Saved data entries:
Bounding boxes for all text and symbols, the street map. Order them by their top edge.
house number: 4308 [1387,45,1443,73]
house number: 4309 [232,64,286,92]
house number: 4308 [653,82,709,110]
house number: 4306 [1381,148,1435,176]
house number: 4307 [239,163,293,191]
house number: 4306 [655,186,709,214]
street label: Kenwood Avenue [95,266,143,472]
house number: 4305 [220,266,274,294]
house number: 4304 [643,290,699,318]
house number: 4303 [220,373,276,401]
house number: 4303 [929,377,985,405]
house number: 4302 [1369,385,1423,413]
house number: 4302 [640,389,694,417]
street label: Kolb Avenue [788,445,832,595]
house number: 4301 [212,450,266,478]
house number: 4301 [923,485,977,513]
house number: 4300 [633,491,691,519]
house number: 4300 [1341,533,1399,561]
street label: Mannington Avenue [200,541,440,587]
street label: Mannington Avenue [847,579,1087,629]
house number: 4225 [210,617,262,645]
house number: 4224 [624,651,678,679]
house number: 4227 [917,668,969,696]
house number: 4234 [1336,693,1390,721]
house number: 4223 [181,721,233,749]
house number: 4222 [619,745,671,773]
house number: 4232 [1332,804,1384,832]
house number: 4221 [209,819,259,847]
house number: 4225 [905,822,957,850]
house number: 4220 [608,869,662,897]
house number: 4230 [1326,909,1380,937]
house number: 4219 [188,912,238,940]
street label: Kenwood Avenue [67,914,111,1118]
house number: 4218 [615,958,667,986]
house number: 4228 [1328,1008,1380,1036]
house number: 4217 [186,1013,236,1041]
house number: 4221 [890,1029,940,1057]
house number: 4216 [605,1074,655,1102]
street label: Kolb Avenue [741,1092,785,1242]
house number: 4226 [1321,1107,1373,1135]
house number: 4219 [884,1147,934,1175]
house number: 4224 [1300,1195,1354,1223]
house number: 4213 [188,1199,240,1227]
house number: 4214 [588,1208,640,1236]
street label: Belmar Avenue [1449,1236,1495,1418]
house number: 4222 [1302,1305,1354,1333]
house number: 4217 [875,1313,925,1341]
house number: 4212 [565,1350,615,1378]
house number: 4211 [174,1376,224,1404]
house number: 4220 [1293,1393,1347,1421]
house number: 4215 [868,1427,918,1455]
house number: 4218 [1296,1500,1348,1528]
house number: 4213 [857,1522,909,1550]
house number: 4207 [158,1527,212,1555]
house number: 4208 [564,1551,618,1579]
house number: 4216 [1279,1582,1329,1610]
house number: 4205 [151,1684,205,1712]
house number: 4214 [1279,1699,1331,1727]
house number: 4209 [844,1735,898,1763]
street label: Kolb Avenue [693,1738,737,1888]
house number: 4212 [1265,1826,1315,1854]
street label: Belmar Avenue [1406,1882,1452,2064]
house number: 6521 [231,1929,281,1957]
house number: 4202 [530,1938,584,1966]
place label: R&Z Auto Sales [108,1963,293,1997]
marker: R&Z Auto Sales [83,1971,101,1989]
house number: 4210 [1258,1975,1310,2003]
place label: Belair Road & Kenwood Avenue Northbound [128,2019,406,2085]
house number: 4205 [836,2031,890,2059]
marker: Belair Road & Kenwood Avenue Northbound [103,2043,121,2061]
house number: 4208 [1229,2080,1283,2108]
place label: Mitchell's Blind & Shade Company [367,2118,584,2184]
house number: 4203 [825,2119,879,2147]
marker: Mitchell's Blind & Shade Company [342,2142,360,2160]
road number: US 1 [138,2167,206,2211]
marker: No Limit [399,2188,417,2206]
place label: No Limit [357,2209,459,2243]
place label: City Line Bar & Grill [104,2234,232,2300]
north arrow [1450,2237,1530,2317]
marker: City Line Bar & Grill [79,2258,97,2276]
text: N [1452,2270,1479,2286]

> [Task requirements]: When the entries above show the word "Shade" in a line, copy that line out.

> [Problem solution]:
place label: Mitchell's Blind & Shade Company [367,2118,584,2184]
marker: Mitchell's Blind & Shade Company [342,2142,360,2160]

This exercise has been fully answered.